Whenever the word "song" appears in a line of the listing, copy that line.
..........
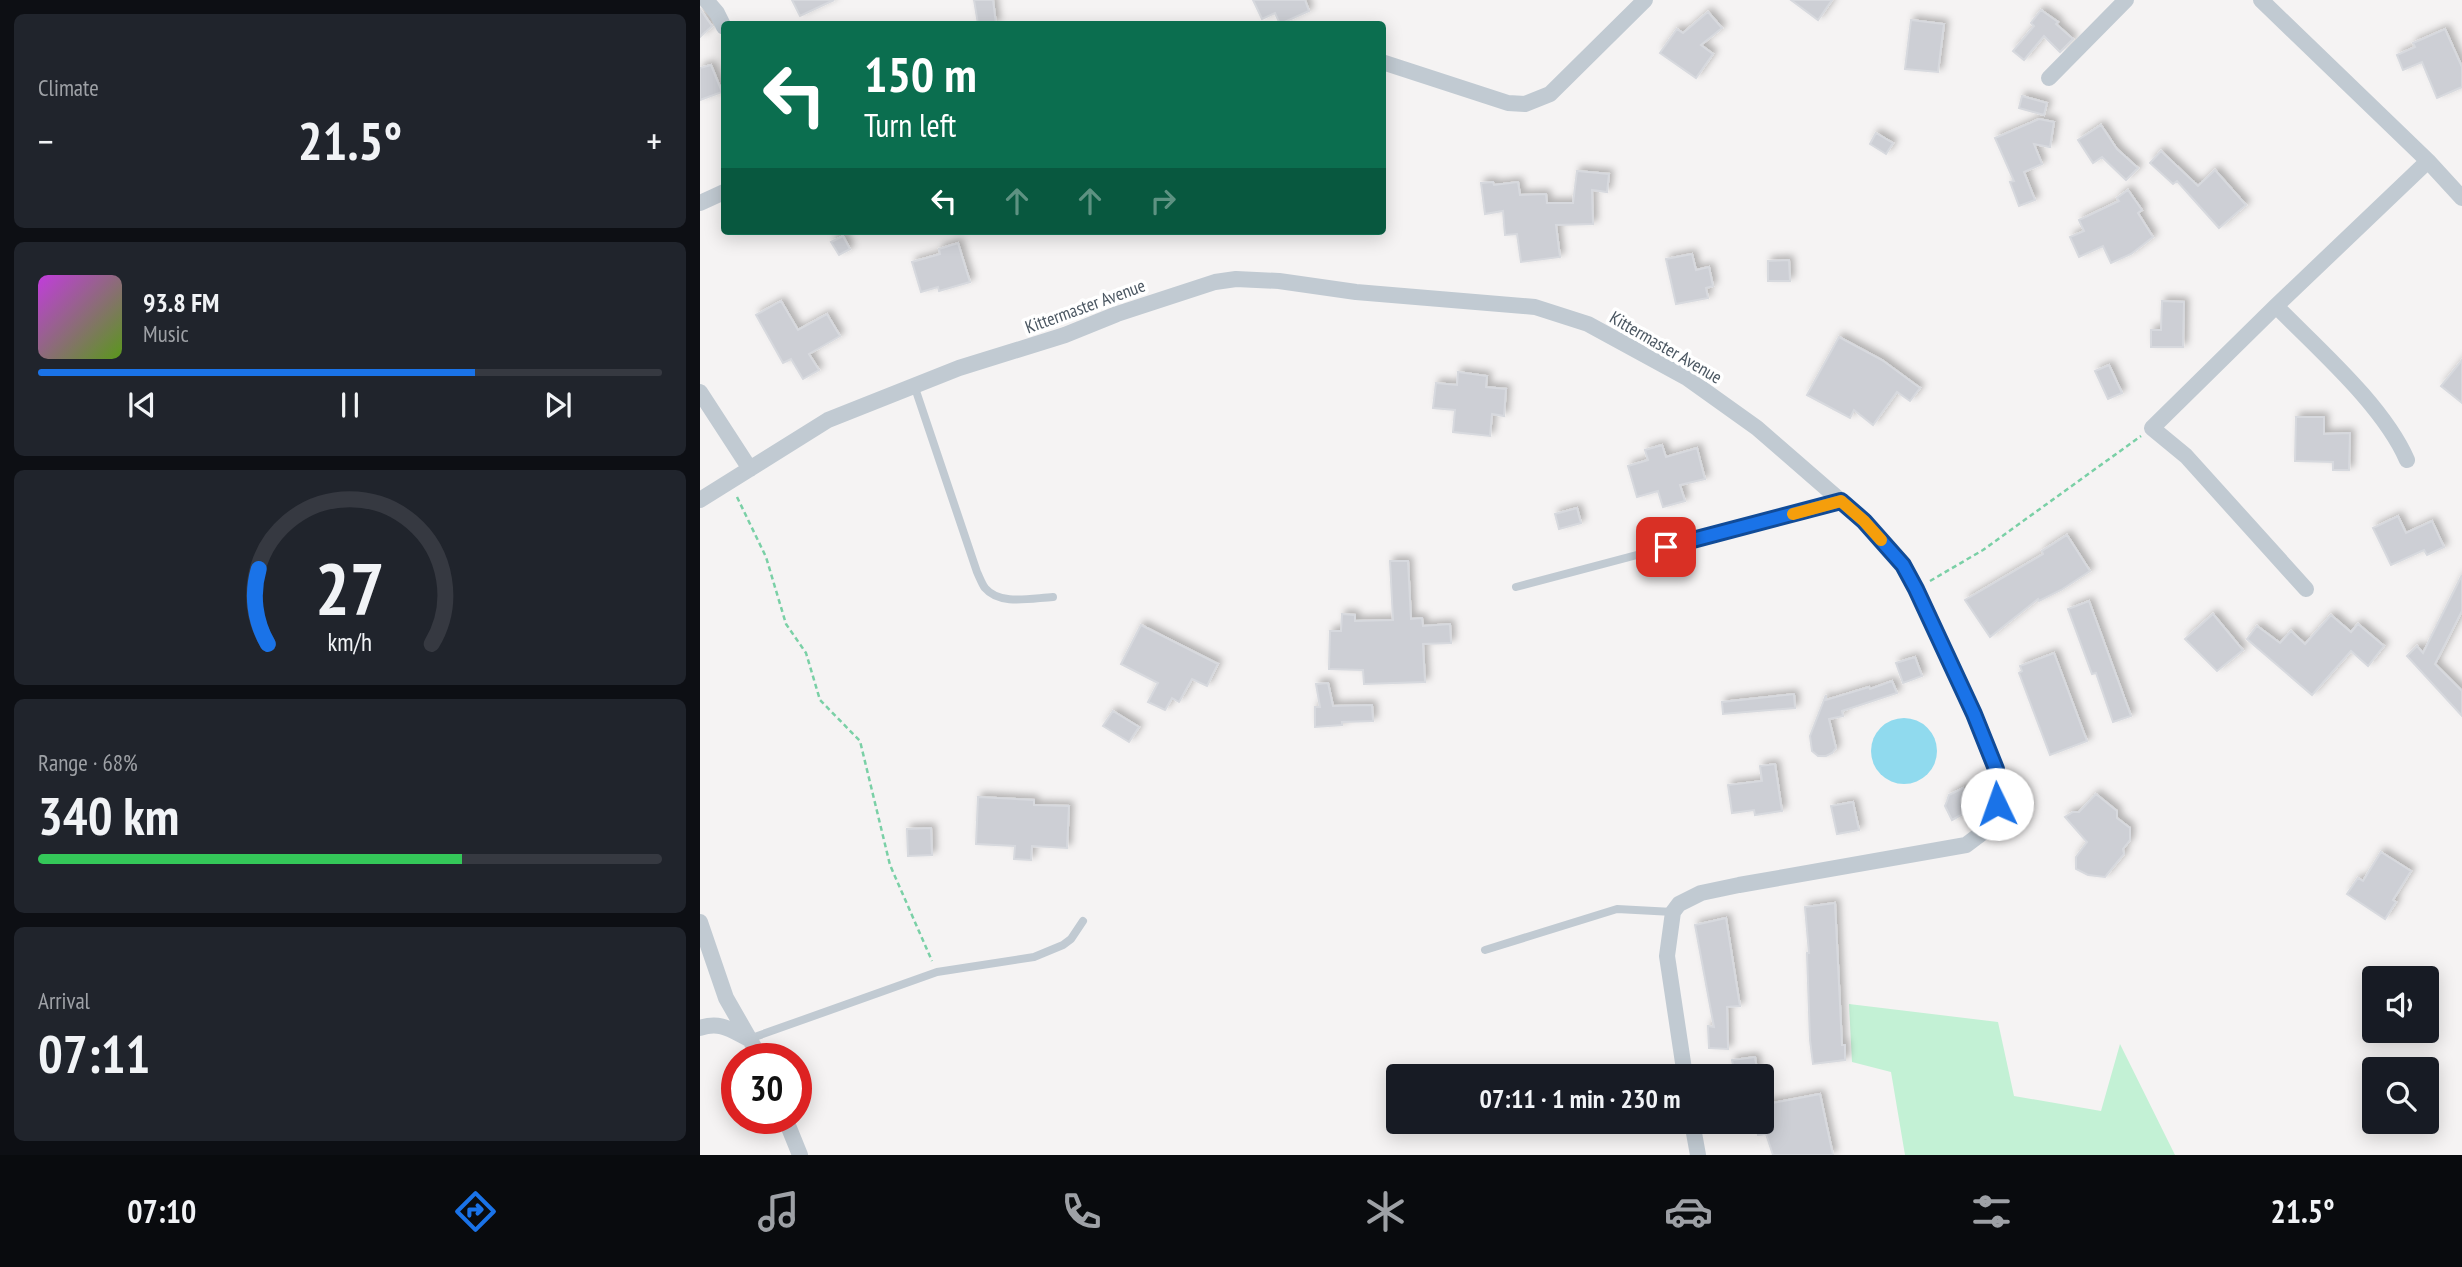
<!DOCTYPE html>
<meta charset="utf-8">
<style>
:root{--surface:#171b24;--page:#20242c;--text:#f1f3f6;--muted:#9ea1a6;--line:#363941;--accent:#1a73e8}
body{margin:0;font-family:"PT Sans Narrow",sans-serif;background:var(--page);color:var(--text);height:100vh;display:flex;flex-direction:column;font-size:26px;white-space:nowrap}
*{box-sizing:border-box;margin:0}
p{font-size:23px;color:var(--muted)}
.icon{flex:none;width:38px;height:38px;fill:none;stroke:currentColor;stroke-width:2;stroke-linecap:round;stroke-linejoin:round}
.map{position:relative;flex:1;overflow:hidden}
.panel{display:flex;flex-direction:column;gap:14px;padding:14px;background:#0d0f14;width:700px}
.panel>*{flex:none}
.banner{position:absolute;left:21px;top:21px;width:665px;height:214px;border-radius:7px;box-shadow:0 4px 18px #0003;background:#0b6e4f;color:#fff;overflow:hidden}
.tools{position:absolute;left:1662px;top:966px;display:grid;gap:14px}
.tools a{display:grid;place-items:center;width:77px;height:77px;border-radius:7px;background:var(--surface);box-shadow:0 4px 18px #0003;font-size:35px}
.speed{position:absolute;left:21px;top:1043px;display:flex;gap:14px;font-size:35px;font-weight:700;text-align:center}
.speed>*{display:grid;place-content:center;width:91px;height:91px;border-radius:50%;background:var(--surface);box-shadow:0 4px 18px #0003;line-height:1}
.speed .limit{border:10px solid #d22;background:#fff;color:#111}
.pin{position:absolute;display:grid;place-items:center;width:60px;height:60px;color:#fff;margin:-30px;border-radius:14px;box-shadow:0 4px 10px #0006}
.me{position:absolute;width:77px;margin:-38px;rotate:357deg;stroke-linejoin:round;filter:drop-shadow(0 0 5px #0008)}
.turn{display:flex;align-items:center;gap:24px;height:147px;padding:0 28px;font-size:32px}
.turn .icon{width:91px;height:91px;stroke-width:2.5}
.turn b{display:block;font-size:49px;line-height:60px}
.lanes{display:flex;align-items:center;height:66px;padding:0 28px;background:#0003;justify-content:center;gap:35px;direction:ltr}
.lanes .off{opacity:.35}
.big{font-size:52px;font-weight:700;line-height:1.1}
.panel .tile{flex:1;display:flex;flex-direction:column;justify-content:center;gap:10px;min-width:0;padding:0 24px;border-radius:10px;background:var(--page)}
.panel .dial{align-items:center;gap:0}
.dial svg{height:182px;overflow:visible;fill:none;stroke:var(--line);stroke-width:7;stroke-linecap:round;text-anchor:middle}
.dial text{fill:var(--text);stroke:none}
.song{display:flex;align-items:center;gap:21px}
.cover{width:84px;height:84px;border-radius:10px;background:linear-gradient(135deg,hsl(290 70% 55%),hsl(90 70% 35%))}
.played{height:7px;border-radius:4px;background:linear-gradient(90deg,var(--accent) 70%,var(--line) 70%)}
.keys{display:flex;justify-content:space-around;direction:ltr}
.heat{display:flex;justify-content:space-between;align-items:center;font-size:38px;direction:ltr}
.charge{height:10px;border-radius:5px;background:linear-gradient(90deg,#34c759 68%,var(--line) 0)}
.trip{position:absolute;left:686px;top:1064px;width:388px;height:70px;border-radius:7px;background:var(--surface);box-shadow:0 4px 18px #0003;font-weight:700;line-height:70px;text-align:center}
.tabs{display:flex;height:112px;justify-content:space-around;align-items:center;background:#090b0e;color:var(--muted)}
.tabs .icon{width:49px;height:49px}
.tabs .on{color:var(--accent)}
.tabs b{font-size:32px;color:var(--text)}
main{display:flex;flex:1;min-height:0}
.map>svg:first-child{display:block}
</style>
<main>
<section class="panel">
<div class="tile"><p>Climate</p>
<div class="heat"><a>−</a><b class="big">21.5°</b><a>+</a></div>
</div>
<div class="tile">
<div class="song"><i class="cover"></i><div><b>93.8 FM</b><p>Music</p></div></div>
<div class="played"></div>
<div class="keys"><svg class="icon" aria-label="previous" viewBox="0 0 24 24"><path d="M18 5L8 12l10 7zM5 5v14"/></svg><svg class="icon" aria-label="pause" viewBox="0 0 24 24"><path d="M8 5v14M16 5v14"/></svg><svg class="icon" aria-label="next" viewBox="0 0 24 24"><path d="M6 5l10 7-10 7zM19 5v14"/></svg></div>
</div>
<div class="tile dial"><svg viewBox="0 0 100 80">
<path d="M14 69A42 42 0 1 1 86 69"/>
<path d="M14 69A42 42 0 0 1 10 36" stroke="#1a73e8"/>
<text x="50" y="56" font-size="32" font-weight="700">27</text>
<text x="50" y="72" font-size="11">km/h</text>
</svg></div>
<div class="tile"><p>Range · 68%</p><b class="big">340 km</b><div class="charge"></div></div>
<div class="tile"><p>Arrival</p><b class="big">07:11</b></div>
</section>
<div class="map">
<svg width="1762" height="1155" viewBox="0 0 1762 1155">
<defs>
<filter id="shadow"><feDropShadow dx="4" dy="-4" stdDeviation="3.5" flood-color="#0004"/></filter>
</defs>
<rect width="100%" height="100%" fill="#f5f3f3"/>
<path fill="#c3f1d5" d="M1149 1004 1298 1022 1314 1096 1401 1111 1420 1044 1475 1155H1205L1191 1072 1152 1062Z"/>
<path fill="#90daee" d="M1171 751a33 33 0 1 1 66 0a33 33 0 1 1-66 0Z"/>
<path fill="#cdcfd5" stroke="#d7d9de" stroke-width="2" filter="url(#shadow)" d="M92 0H134L100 16Z
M274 0H293L296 24H278Z
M553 0H605L609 11 580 24 575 13 562 19Z
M1091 0H1132L1118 20Z
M0 9 12 26 0 37Z
M1341 10 1358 22 1356 24 1373 39 1360 52 1344 36 1324 60 1313 51 1334 26 1331 23Z
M1008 12 1022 28 1001 45 1013 54 996 78 960 53 977 29 983 33Z
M1211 20 1244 24 1238 72 1205 69Z
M1745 29 1762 67V87L1737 98 1722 62 1703 70 1697 55 1715 47 1713 43Z
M11 65 22 92 0 100V68Z
M1322 96 1347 103 1344 115 1319 108Z
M1339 119 1354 122 1350 147 1334 144 1342 164 1324 172 1335 200 1319 206 1310 182 1314 181 1295 138Z
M1401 125 1417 149 1438 168 1426 180 1402 157 1393 163 1378 140Z
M1176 133 1193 143 1186 154 1170 144Z
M1461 151 1498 186 1515 170 1546 205 1519 228 1477 181 1473 184 1450 163Z
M877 171 909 174 907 192 892 190 893 224 856 225 860 257 821 262 817 234 805 235 803 211 785 214 781 183 793 182 794 185 818 182 820 195 846 194 847 203H873Z
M1428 190 1442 210 1438 213 1453 237 1431 254 1411 263 1403 246 1379 257 1370 237 1384 231 1379 220 1419 201 1417 198Z
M143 236 150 249 139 255 131 242Z
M258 243 270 282 239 291 238 287 221 292 212 262 240 254 239 249Z
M992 254 996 270 1009 267 1013 286 1006 288 1008 298 976 304 966 259Z
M1089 260 1090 281H1068V261Z
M81 301 98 330 127 314 140 336 109 354 119 370 103 379 91 359 83 363 56 315Z
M1462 301 1484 302 1483 347H1451V330H1461Z
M1139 337 1182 360 1220 388 1210 401 1197 392 1173 425 1154 410 1150 418 1107 395Z
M1762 360V403L1741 386Z
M1409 365 1422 393 1408 399 1395 371Z
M758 372 787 376 786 387 806 389 804 416 792 414 790 436 753 432 755 410 733 408 736 383 757 385Z
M1596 417H1624V434L1650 433 1649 470H1633V462L1595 461Z
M962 445 966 457 997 448 1005 479 980 485 985 501 963 507 958 491 937 497 928 466 948 460 945 450Z
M877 508 881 523 859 529 855 514Z
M1698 516 1706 533 1732 521 1744 547 1727 555 1724 550 1691 565 1673 528Z
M1367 535 1390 571 1361 590 1339 601 1338 599 1290 637 1265 600 1343 554 1342 551Z
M690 561H708L711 619 722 618 723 626 750 624 751 643 723 644 725 682 664 684 663 670 629 669 630 631H641L642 614 655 615V621L693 620Z
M1762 575V611L1735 664 1762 691V716L1707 656 1717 646 1723 653Z
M1389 601 1431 716 1413 722 1396 673 1392 674 1368 609Z
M1513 614 1543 650 1517 671 1485 639Z
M1631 615 1651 632 1658 624 1684 646 1668 666 1651 651 1612 695 1547 639 1557 626 1580 643 1591 631 1605 644Z
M441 625 518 664 507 686 492 679 479 702 472 698 465 710 448 702 458 683 421 664Z
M1354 653 1387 741 1350 755 1319 673 1322 671 1320 666Z
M1215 657 1222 676 1203 683 1196 663Z
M1192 681 1197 693 1142 711 1143 716 1129 719 1136 748 1132 753 1126 756H1118L1112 751 1110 736 1126 695V700L1169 687 1170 689Z
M628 683 633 706 672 705 673 721 642 722V725L615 727V707H620L616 684Z
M1094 694 1095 708 1023 714 1022 702Z
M413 711 439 727 429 742 403 726Z
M1075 764 1082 811 1055 815 1054 810 1032 813 1028 785 1062 781 1060 766Z
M1263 788 1272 809 1252 820 1245 806 1247 801 1249 795Z
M1396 794 1417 811V818L1430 828V840L1423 849 1424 854 1405 877 1388 875 1376 869V857L1387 842 1365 817 1373 812H1379Z
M278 797 334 800V805L369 806 367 848 332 846 331 860 314 859 315 846 276 844Z
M1153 802 1159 830 1137 834 1131 806Z
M231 828 232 855 208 856 207 829Z
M1681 852 1711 871 1693 900 1696 902 1685 919 1647 894 1658 878 1663 881Z
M1135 903 1142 1045H1145V1060L1113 1064 1110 1040 1107 953H1109L1105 907Z
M1026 918 1040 1006 1027 1007 1028 1049 1009 1048 1008 1026 1014 1027 995 925Z
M1055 1057 1058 1076H1035L1032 1060Z
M1120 1094 1133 1155H1073L1066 1134 1058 1135 1055 1122H1062V1105Z"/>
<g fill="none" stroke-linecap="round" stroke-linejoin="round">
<path stroke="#7ad0a6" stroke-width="2.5" stroke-dasharray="5 3.5" stroke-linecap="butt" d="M37 497 66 557 86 624 106 653 120 700 160 741 190 865 232 961
M1230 581 1283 550 1441 436"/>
<path stroke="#c1cad2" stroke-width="8" d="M214 385 277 572C279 576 282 584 285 588 300 606 332 598 353 597
M816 587 1141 501
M785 950 917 909 973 912
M49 1039 237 972 334 957 363 945 371 939 383 921"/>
<path stroke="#c1cad2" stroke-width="16" d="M6 0 17 13 24 27
M1561 0 1728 161 1762 198
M682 62 808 103 825 104 850 94 945 0
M1349 78 1426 0
M0 203 24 192
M1576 306C1618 349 1683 405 1707 460
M0 392 50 469
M0 500 128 420 259 368 365 335 417 314 515 282 536 279 579 281 656 292 835 307 888 324 987 378 1057 428 1164 521 1203 564 1216 589 1274 714 1295 769 1297 804 1290 827 1266 845 1039 885 1001 893 979 904 973 912 967 956 985 1076
M1606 589 1486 456 1452 428 1576 306 1728 161
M0 922 26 998 61 1059
M0 1028C20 1021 31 1030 49 1039
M85 1118 100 1155
M992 1122 998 1155"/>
</g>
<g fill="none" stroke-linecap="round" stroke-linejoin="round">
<defs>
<path id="route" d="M966 547 1141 501 1164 521 1203 565 1216 589 1274 714 1296 769 1297 804"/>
</defs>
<use href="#route" stroke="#114b97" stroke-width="18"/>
<use href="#route" stroke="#1a73e8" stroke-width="12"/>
<path stroke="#f59e0b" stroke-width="12" d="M1093 514 1141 501 1164 521 1181 540"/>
</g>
<g text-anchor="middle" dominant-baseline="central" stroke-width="7" stroke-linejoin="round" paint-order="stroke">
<g font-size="18" fill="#4a5661" stroke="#fff">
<text transform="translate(385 306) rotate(-20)">Kittermaster Avenue</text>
<text transform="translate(966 347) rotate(30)">Kittermaster Avenue</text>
</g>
</g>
</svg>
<div class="tools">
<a><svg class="icon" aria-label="sound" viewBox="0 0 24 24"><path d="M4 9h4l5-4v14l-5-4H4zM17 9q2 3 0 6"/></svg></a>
<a><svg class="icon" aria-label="search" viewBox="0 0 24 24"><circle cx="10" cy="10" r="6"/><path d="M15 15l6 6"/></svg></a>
</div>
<div class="speed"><div class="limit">30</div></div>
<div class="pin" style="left:966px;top:547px;background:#d93025"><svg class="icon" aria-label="arrive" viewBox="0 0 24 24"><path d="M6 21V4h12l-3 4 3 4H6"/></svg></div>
<svg class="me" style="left:1297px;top:804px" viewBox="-20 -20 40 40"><circle r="19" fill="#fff"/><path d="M0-13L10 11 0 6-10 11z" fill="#1a73e8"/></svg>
<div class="trip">07:11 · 1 min · 230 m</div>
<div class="banner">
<div class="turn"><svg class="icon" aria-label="left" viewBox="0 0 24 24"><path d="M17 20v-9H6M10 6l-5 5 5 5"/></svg><div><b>150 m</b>Turn left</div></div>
<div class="lanes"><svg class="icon" aria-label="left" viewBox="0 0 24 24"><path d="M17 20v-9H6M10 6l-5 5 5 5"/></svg><svg class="icon off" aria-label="ahead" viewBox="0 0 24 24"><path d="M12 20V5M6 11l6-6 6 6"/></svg><svg class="icon off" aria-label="ahead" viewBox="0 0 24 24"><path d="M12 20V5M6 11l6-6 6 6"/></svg><svg class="icon off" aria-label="right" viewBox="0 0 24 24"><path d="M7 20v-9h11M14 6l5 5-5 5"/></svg></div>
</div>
</div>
</main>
<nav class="tabs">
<b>07:10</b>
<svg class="icon on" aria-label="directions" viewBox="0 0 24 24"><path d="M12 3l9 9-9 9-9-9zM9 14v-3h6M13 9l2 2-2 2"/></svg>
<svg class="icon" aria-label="music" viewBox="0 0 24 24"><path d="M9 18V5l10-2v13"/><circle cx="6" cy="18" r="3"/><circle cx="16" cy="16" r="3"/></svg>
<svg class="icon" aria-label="phone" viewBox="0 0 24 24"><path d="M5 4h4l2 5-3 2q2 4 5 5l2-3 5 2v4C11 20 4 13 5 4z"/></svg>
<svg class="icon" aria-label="climate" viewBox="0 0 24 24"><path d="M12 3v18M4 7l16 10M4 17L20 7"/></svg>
<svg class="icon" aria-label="car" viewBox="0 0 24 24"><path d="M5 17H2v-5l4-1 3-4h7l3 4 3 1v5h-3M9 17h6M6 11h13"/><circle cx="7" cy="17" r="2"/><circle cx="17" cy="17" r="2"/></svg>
<svg class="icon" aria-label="filters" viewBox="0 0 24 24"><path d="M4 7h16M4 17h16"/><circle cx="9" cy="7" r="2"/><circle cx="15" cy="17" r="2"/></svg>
<b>21.5°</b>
</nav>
..........
Written solution →
.song{display:flex;align-items:center;gap:21px}
<div class="song"><i class="cover"></i><div><b>93.8 FM</b><p>Music</p></div></div>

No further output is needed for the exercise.